### [Required action]
What follows is a set of records. Retype them exactly, leaving out the pictures.

# # #

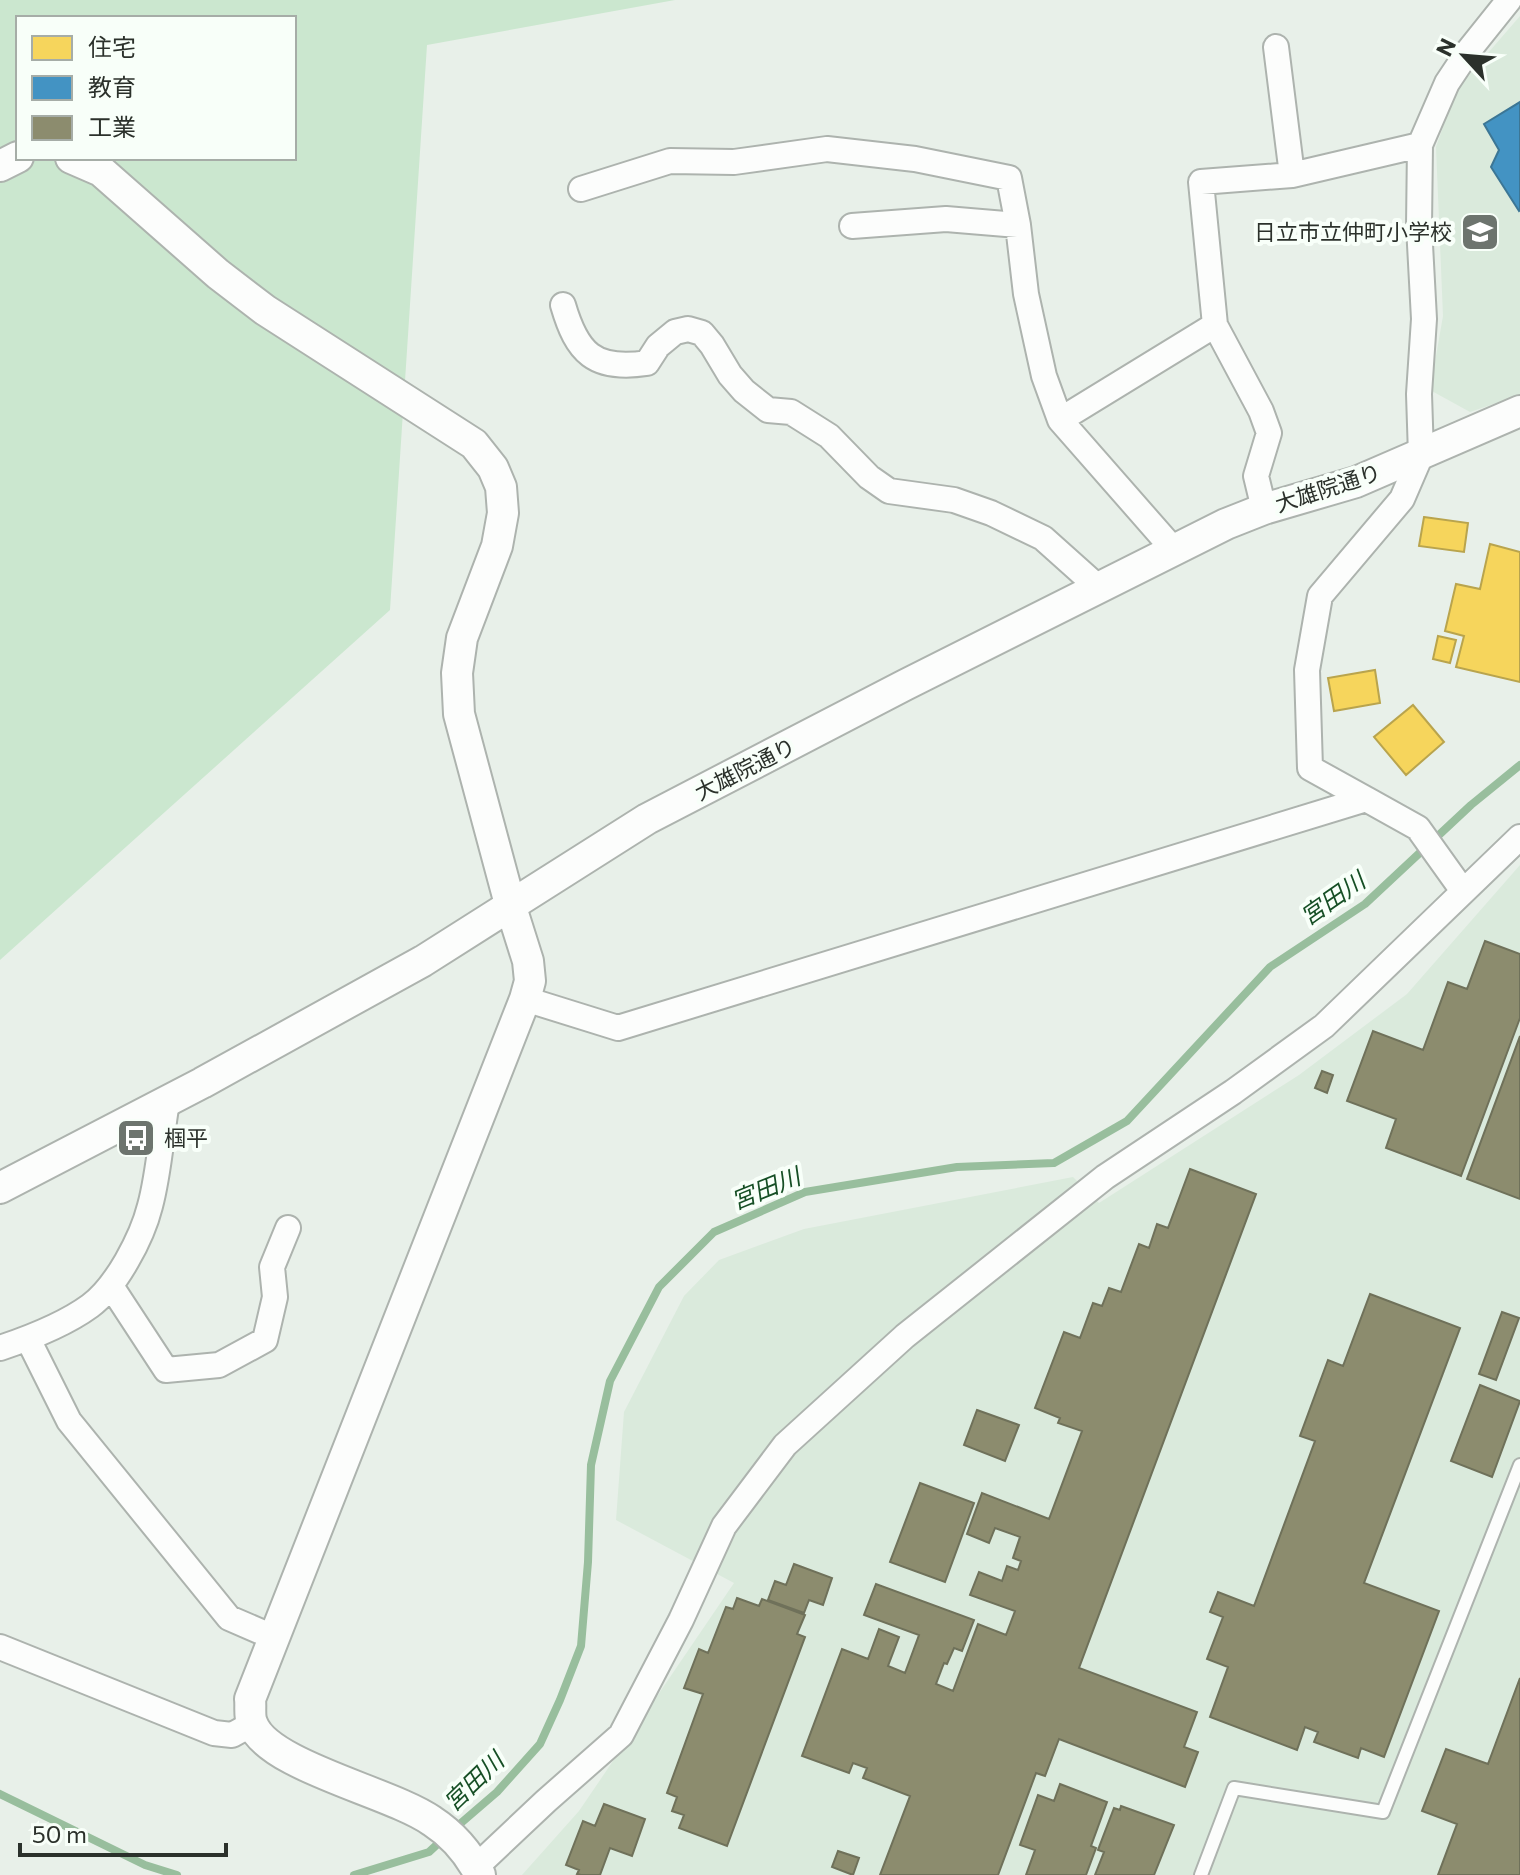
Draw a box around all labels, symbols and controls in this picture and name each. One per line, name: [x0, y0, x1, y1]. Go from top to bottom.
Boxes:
legend: [16, 16, 296, 160]
north arrow: [1424, 16, 1504, 96]
text: 住宅: [88, 32, 136, 61]
text: N: [1430, 34, 1461, 60]
text: 教育: [88, 72, 136, 101]
text: 工業: [88, 112, 136, 141]
school or university icon: 日立市立仲町小学校: [1459, 211, 1501, 253]
place label: 日立市立仲町小学校: [1254, 218, 1452, 245]
street label: 大雄院通り: [1271, 458, 1384, 517]
street label: 大雄院通り: [690, 732, 800, 806]
water label: 宮田川: [1294, 864, 1372, 930]
bus stop icon: 椢平: [115, 1117, 157, 1159]
place label: 椢平: [164, 1124, 208, 1151]
water label: 宮田川: [727, 1160, 807, 1215]
water label: 宮田川: [437, 1743, 511, 1816]
scale bar: [20, 1807, 226, 1857]
text: 50 m: [32, 1819, 87, 1848]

# # #

### [Answer for this exercise]
Draw a box around all labels, symbols and controls in this picture and name each. One per line, name: [x0, y0, x1, y1]. Go from top to bottom.
Boxes:
legend: [16, 16, 296, 160]
north arrow: [1424, 16, 1504, 96]
text: 住宅: [88, 32, 136, 61]
text: N: [1430, 34, 1461, 60]
text: 教育: [88, 72, 136, 101]
text: 工業: [88, 112, 136, 141]
school or university icon: 日立市立仲町小学校: [1459, 211, 1501, 253]
place label: 日立市立仲町小学校: [1254, 218, 1452, 245]
street label: 大雄院通り: [1271, 458, 1384, 517]
street label: 大雄院通り: [690, 732, 800, 806]
water label: 宮田川: [1294, 864, 1372, 930]
bus stop icon: 椢平: [115, 1117, 157, 1159]
place label: 椢平: [164, 1124, 208, 1151]
water label: 宮田川: [727, 1160, 807, 1215]
water label: 宮田川: [437, 1743, 511, 1816]
scale bar: [20, 1807, 226, 1857]
text: 50 m: [32, 1819, 87, 1848]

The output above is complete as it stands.